We held our next tinyML Talks webcast with two presentations: Chao Xu from Eta Compute has presented Enabling Neural network at the low power edge: A neural network compiler for hardware constrained embedded system and Brian Turnquist with Rodney Dockter from Boon Logic has presented Amber: A Complete, ML-Based, Anomaly Detection Pipeline for Microcontrollers on November 24, 2020 at 8:00 AM and 8:30 AM Pacific Time.
Chao Xu (left) and Brian Turnquist (right)
Neural Networks continue to gain interests for deployment in IoT and other mobile and edge devices. Yet enabling a NN in a hardware constrained embedded system such as low power edge devices presents many challenges.
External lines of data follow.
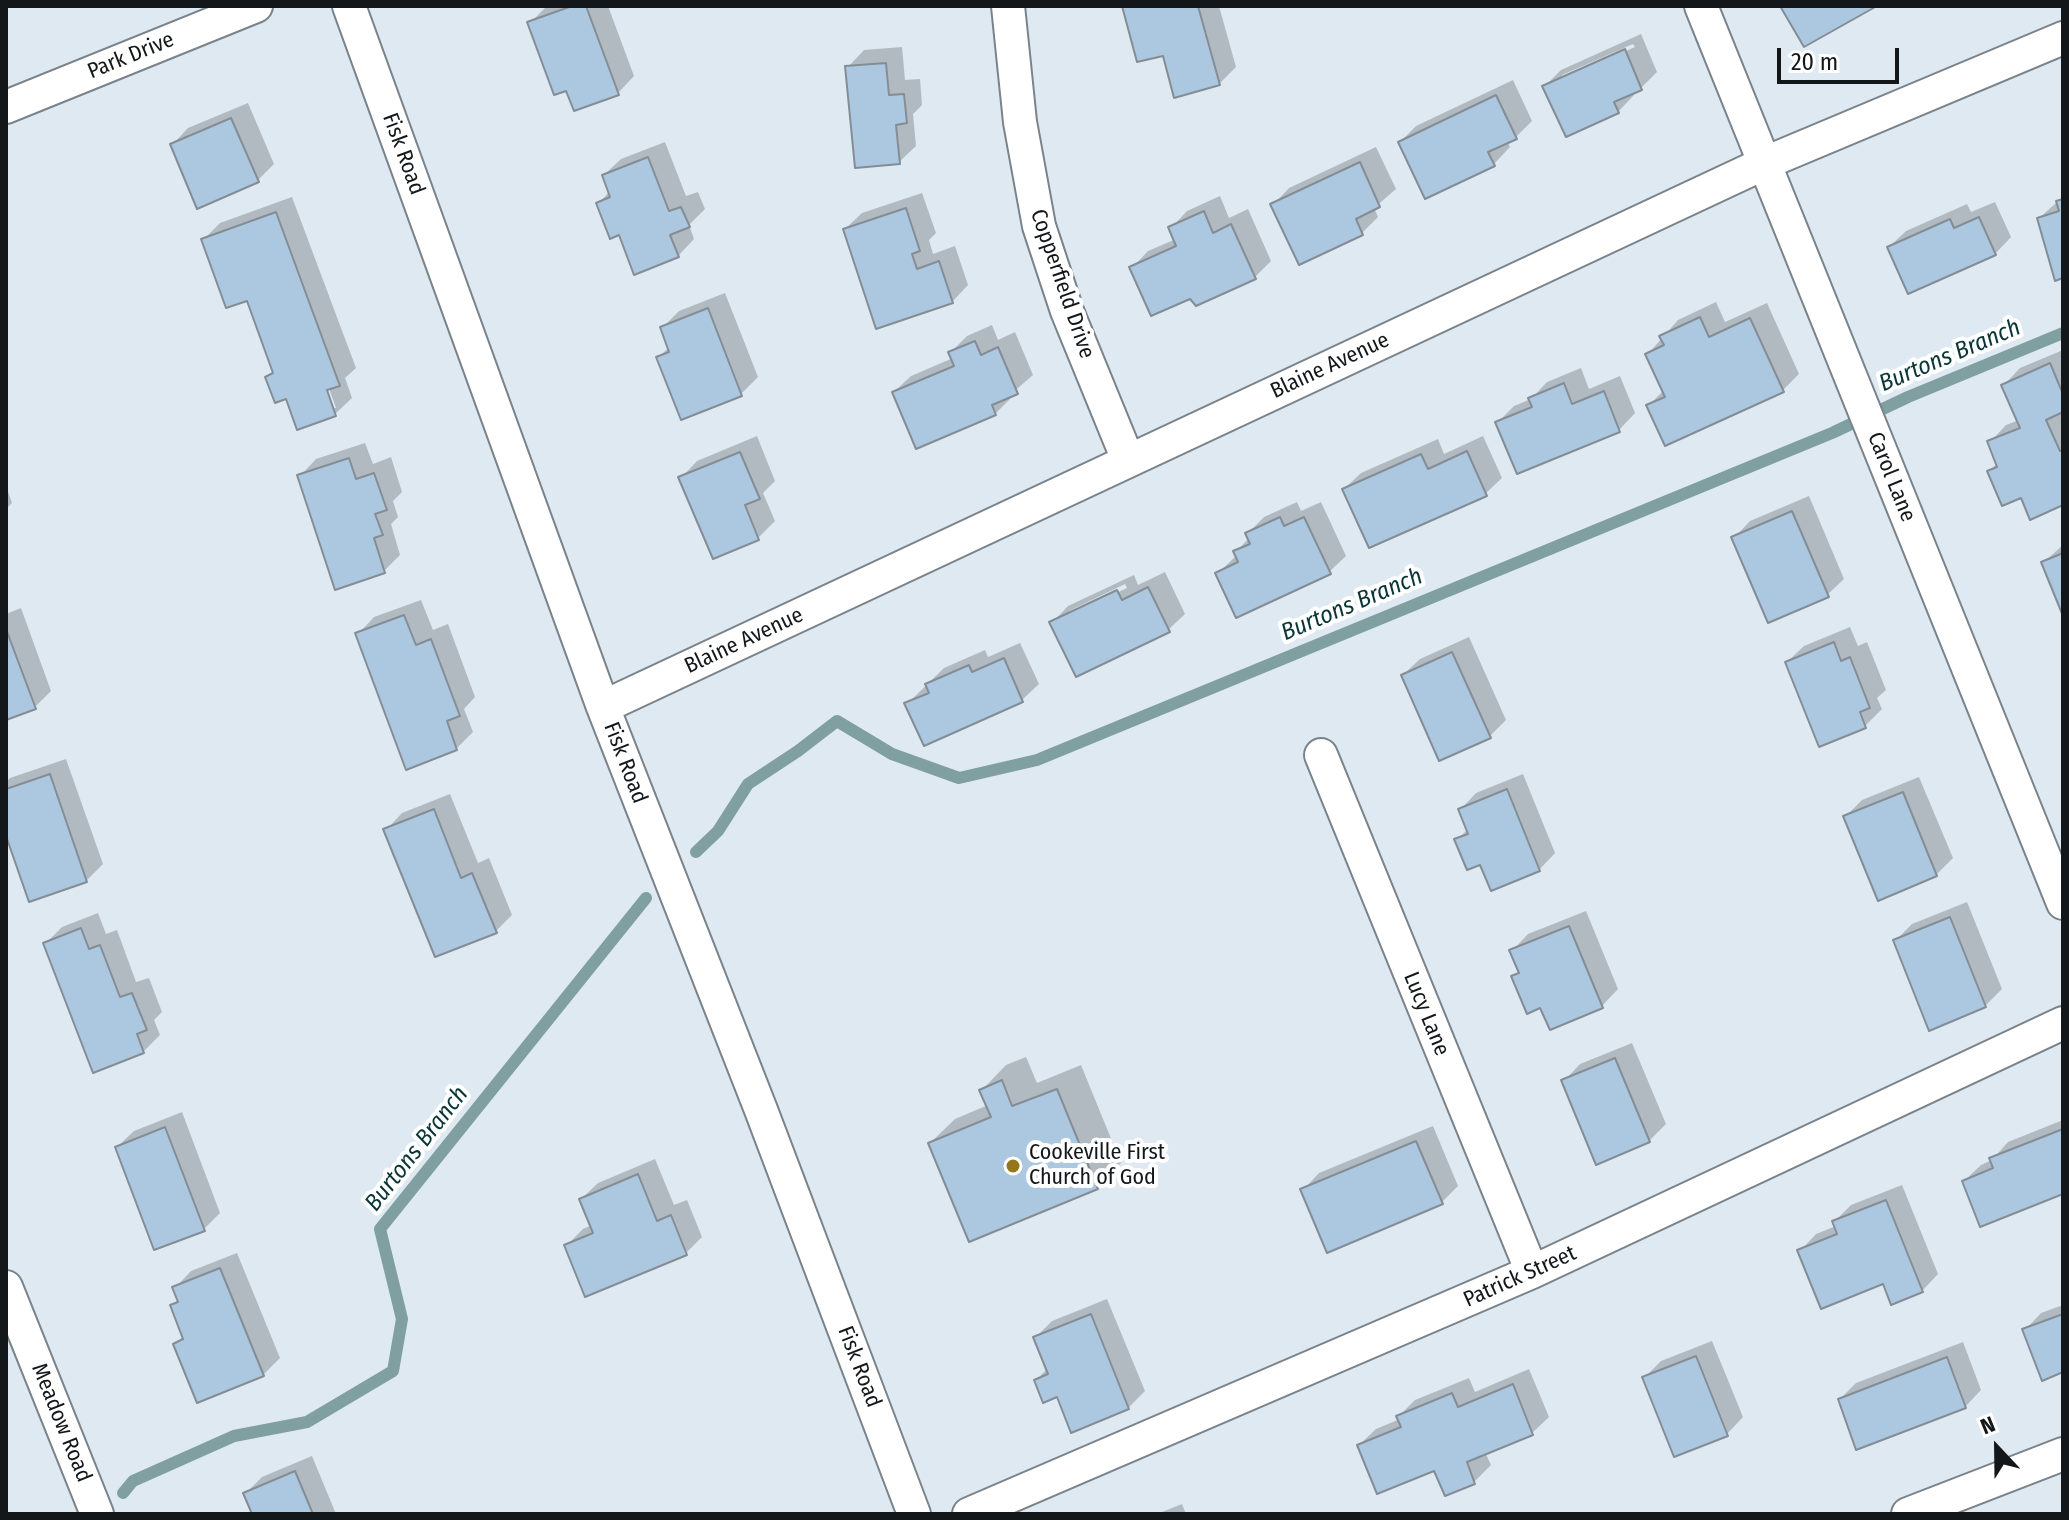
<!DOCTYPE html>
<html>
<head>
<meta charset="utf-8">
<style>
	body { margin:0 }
	#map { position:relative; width:2069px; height:1520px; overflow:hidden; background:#dfe9f2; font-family:"Fira Sans Condensed",sans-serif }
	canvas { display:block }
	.frame { position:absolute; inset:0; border:8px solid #131719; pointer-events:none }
	.north { position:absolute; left:1957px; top:1408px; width:80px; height:80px; -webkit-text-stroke:6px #fff; paint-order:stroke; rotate:338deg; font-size:22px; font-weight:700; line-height:32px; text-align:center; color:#131719 }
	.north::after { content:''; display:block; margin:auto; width:28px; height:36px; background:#131719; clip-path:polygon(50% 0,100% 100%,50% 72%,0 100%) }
	.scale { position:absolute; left:1777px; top:48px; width:122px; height:36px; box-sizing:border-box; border:4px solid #131719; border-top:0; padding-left:10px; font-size:24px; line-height:28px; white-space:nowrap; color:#131719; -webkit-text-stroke:6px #fff; paint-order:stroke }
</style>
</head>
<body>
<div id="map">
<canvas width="2069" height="1520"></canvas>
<div class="frame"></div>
<div class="north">N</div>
<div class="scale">20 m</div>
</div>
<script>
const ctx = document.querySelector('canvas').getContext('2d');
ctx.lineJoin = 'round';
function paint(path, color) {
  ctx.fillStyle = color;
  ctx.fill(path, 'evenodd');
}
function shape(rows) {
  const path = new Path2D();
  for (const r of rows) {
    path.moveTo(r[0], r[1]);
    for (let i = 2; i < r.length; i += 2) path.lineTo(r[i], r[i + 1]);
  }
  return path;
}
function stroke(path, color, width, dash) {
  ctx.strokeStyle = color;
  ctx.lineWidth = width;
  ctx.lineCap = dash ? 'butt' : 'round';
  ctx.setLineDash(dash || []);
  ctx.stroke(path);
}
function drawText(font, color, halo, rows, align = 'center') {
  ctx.font = font + ' "Fira Sans Condensed",sans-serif';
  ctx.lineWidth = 8;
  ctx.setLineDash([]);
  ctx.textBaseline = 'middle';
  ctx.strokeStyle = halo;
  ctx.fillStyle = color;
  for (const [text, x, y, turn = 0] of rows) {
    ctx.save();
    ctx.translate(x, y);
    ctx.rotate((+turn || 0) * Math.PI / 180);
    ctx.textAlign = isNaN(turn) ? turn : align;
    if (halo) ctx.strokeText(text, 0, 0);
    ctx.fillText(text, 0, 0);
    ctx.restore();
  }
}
paint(shape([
	[547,6,608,6,634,76,618,93,567,88,530,23],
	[1124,6,1219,6,1236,67,1219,84,1164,53],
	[1641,34,1657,72,1641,88,1633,92,1634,95,1618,112,1545,86,1561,70],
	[1633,44,1635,47,1562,79,1562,75],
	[902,47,905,80,920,79,922,105,913,114,916,146,899,162,848,67,864,50],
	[1513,80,1532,121,1516,137,1507,141,1510,147,1494,164,1400,142,1416,126],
	[248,103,274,164,258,180,172,145,188,128],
	[665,142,686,196,698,192,705,209,689,225,694,239,678,256,620,233,599,203,610,191,604,175,621,159],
	[1376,147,1396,189,1374,208,1378,217,1362,233,1273,205,1289,188],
	[922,193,936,233,929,240,933,254,955,246,968,285,952,302,845,229,862,213],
	[1220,196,1229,218,1248,209,1271,261,1255,277,1191,296,1132,268,1148,251,1176,239,1171,228,1187,211],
	[292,197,356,368,345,378,352,398,335,414,287,396,268,377,274,370,248,298,203,240,220,223],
	[326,380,336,408,332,408,322,382],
	[2063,197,2063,276,2039,218],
	[1995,202,2011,237,1995,254,1889,247,1906,231,1967,204,1971,212],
	[725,293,758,377,741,394,658,358,669,347,662,328,679,311],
	[1716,302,1725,322,1767,303,1799,374,1783,390,1649,405,1664,390,1648,354,1678,320],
	[992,325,998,340,1015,332,1033,375,1010,395,1012,397,995,414,894,392,911,376,953,358,950,353,967,336],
	[2063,350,2063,503,2022,496,1989,471,1998,463,1990,442,2006,425,2019,420,2004,385,2020,368],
	[1581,368,1589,389,1620,376,1635,413,1619,430,1498,422,1514,406,1531,399,1547,382],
	[757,436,775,481,763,493,775,521,758,538,714,557,681,478,697,461],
	[1483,436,1502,478,1485,494,1344,489,1361,473,1438,439,1444,454],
	[365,443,373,464,391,457,402,492,393,501,398,517,391,524,400,555,384,571,300,476,316,459],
	[6,486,12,503,6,509],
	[1809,496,1844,579,1827,595,1734,538,1750,521],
	[1297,502,1301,511,1321,502,1346,556,1329,572,1217,574,1237,555,1236,552,1249,538,1247,534,1264,517],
	[2063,545,2063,610,2044,562],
	[1165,572,1185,614,1168,630,1052,623,1068,606,1134,575,1138,585],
	[1125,584,1127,588,1069,615,1069,611],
	[421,600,433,630,448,624,475,697,464,709,473,732,456,749,358,634,374,617],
	[21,608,51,691,35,707,6,718,6,614],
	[1850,627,1858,646,1867,642,1886,690,1877,698,1882,709,1865,726,1820,744,1787,662,1804,646],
	[1469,637,1506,720,1490,736,1403,675,1420,659],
	[1020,643,1039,684,1022,700,925,743,907,704,944,668,985,650,988,657],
	[66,759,103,864,86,881,6,830,6,782,10,778],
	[1523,774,1555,853,1539,870,1481,862,1457,840,1468,829,1460,810,1476,793],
	[1919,777,1953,858,1936,875,1845,817,1862,800],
	[450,794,478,863,489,858,512,915,496,931,386,830,402,813],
	[1967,902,2002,989,1985,1006,1895,941,1912,924],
	[1586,911,1618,989,1602,1006,1541,1006,1514,976,1520,970,1512,951,1528,934],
	[98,913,106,934,117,930,136,982,149,978,162,1012,154,1020,160,1035,143,1052,46,943,62,927],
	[1632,1043,1666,1124,1649,1141,1564,1081,1580,1064],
	[1026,1057,1037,1083,1081,1065,1121,1163,1097,1187,930,1143,955,1119,988,1105,982,1090,1006,1065],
	[182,1112,220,1213,204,1229,117,1147,134,1131],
	[2063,1120,2063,1192,1964,1181,1981,1165,1992,1160,2008,1142],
	[1433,1126,1458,1186,1442,1202,1303,1190,1319,1173],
	[655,1159,674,1205,687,1200,702,1237,686,1253,566,1246,583,1229,592,1225,581,1199,598,1183],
	[1902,1185,1938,1274,1922,1291,1884,1281,1800,1251,1816,1234,1836,1226,1834,1222,1851,1205],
	[237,1253,280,1358,263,1375,175,1344,184,1336,172,1306,179,1299,175,1288,191,1271],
	[1107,1299,1145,1391,1128,1408,1058,1394,1036,1380,1048,1368,1036,1337,1052,1321],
	[2063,1305,2063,1370,2025,1330,2041,1313],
	[1712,1341,1743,1417,1727,1434,1644,1378,1661,1361],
	[1963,1342,1981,1390,1965,1407,1840,1399,1856,1383],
	[1529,1369,1549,1417,1532,1433,1485,1452,1491,1465,1474,1482,1359,1445,1376,1429,1400,1419,1399,1416,1415,1400,1469,1378,1475,1392],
	[312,1456,336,1514,254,1514,245,1494,262,1477],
	[1182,1504,1186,1514,1157,1514]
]), '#0003');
stroke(shape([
	[696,852,718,831,748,784,798,751,837,721,892,754,959,778,1037,760,1832,433,1908,397,2063,333],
	[123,1493,133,1481,234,1436,307,1422,393,1371,402,1319,380,1229,646,898]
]), '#809fa0', 12);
const building = shape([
	[572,6,586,6,619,95,574,111,566,91,554,95,527,22,572,6],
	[1122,6,1198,6,1220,85,1174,98,1163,56,1137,62,1122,6],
	[1780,6,1877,6,1804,47,1780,6],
	[1625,49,1642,90,1614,102,1619,113,1566,137,1542,86,1625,49],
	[886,63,889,95,904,94,907,123,896,125,900,164,855,168,845,66,886,63],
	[1496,95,1517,139,1488,152,1495,166,1425,199,1398,142,1496,95],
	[231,118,259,182,197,209,170,144,231,118],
	[648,157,669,211,681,207,690,227,670,235,679,257,634,275,619,235,610,239,596,203,610,197,602,175,648,157],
	[1360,162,1380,207,1356,219,1363,235,1299,265,1270,204,1360,162],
	[2063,199,2063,278,2055,281,2037,218,2059,211,2056,201,2063,199],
	[906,208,920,251,912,254,917,269,939,261,953,303,876,329,843,229,906,208],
	[1204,211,1213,233,1231,224,1256,279,1196,306,1190,299,1151,316,1129,267,1176,246,1168,227,1204,211],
	[276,212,340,386,327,390,336,416,297,430,286,399,275,403,265,377,273,373,247,301,226,308,201,239,276,212],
	[1979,217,1996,255,1908,294,1887,247,1950,219,1954,228,1979,217],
	[708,308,742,396,681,420,656,357,669,352,660,327,708,308],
	[1700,317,1709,337,1750,318,1784,392,1665,446,1646,405,1665,397,1645,354,1664,345,1659,336,1700,317],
	[975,341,981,355,998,347,1018,394,992,405,996,415,916,449,892,392,954,366,948,352,975,341],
	[2050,363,2063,394,2063,412,2046,420,2060,451,2063,450,2063,505,2030,520,2021,498,2002,506,1987,471,1997,467,1987,441,2020,428,2001,385,2050,363],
	[1564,383,1572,404,1604,391,1620,432,1517,474,1495,422,1532,407,1528,398,1564,383],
	[1467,451,1487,496,1369,548,1342,489,1421,454,1428,469,1467,451],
	[740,452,760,499,745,505,759,540,713,559,678,477,740,452],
	[349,458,356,479,374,473,387,510,375,514,383,535,374,538,385,573,335,590,297,475,349,458],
	[1792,511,1829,597,1768,623,1731,537,1792,511],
	[1280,517,1284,526,1304,517,1331,574,1236,618,1215,573,1238,562,1233,551,1250,544,1245,533,1280,517],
	[2063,553,2063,616,2041,562,2063,553],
	[1148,587,1170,632,1076,677,1049,622,1117,590,1122,600,1148,587],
	[404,615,416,645,431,639,460,716,447,721,457,750,406,770,355,633,404,615],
	[6,629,36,709,6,720,6,629],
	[1834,642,1841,661,1850,657,1870,708,1860,712,1866,728,1819,747,1785,662,1834,642],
	[1452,652,1491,738,1439,761,1401,675,1452,652],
	[1004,658,1023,702,924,746,904,703,929,693,925,684,969,665,972,672,1004,658],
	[50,774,87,882,29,902,6,836,6,789,50,774],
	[1507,789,1540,871,1491,891,1480,865,1467,870,1454,839,1468,834,1458,809,1507,789],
	[1903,792,1937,876,1878,901,1843,816,1903,792],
	[434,809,461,878,472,873,497,933,435,957,383,829,434,809],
	[1950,917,1986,1007,1929,1031,1893,940,1950,917],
	[1569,926,1603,1008,1550,1030,1540,1008,1527,1014,1511,976,1519,973,1509,950,1569,926],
	[81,928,89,949,100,945,120,997,132,993,147,1030,137,1034,144,1053,93,1073,43,943,81,928],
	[1615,1058,1650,1142,1596,1165,1561,1080,1615,1058],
	[1002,1080,1012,1106,1057,1089,1098,1189,969,1242,928,1143,991,1117,979,1090,1002,1080],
	[165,1127,205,1231,154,1250,115,1147,165,1127],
	[2063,1129,2063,1194,1980,1227,1962,1181,1993,1168,1989,1158,2063,1129],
	[1416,1141,1443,1204,1327,1253,1300,1189,1416,1141],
	[638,1174,657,1221,671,1215,687,1255,585,1297,564,1245,593,1233,579,1199,638,1174],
	[1886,1200,1923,1292,1891,1305,1883,1284,1821,1309,1797,1250,1837,1234,1832,1221,1886,1200],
	[220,1268,264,1376,197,1403,173,1344,183,1339,170,1305,178,1302,172,1287,220,1268],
	[1091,1314,1129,1409,1071,1433,1057,1397,1043,1403,1034,1380,1048,1374,1033,1337,1091,1314],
	[2063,1314,2063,1372,2042,1381,2022,1329,2063,1314],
	[1696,1356,1728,1436,1674,1457,1642,1377,1696,1356],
	[1947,1357,1966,1408,1856,1450,1838,1399,1947,1357],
	[1513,1384,1533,1435,1467,1462,1475,1484,1445,1496,1434,1471,1377,1494,1357,1445,1401,1427,1396,1416,1452,1393,1458,1407,1513,1384],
	[295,1471,313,1514,252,1514,243,1493,295,1471]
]);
paint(building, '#abc8e0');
stroke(building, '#848d95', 2);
const street = shape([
	[349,6,603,707,761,1110,914,1514],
	[1008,6,1020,122,1039,226,1067,311,1128,460],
	[1701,6,2063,903],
	[6,107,256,6],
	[603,707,1765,163,2063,38],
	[1321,755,1532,1272],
	[6,1287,97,1514],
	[969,1514,1532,1272,2063,1023],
	[1908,1514,2063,1454]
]);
stroke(street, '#7a838a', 36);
stroke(street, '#fff', 32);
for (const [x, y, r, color] of [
	[1013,1166,8,"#94761d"]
]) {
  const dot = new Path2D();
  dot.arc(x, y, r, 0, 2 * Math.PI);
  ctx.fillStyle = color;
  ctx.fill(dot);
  stroke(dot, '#fff', 3);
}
drawText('22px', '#131719', '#fff', [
	["Park Drive",131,56,-22],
	["Fisk Road",403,154,70],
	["Copperfield Drive",1062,284,71],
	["Blaine Avenue",1330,366,-25],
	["Carol Lane",1891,477,68],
	["Blaine Avenue",744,641,-25],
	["Fisk Road",625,763,69],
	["Lucy Lane",1426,1014,68],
	["Patrick Street",1520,1277,-24],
	["Fisk Road",859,1367,69],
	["Meadow Road",61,1423,68]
]);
drawText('22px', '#131719', '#fff', [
	["Cookeville First",1029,1153],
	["Church of God",1029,1178]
], 'left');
drawText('italic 24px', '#0a3536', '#fff', [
	["Burtons Branch",1950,356,-23],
	["Burtons Branch",1352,605,-23],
	["Burtons Branch",417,1149,-52]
]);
</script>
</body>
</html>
In this presentation we will show how Eta Compute took an integrated approach to minimize the barrier to design neural network for ultra-low power operation, with an example for embedded vision application:
- Neural network design and optimization for the embedded world: memory, compute power and accuracy
- Hardware and software co-optimization to improve the energy efficiency
- Automatic inference code generation based on the model graph by a proprietary hardware-aware compiler tool
The audience will gain an understanding of the integrated approach (hardware/ software considerations) and an understanding of what is possible in terms of efficiency on modern sensor node processors for vision.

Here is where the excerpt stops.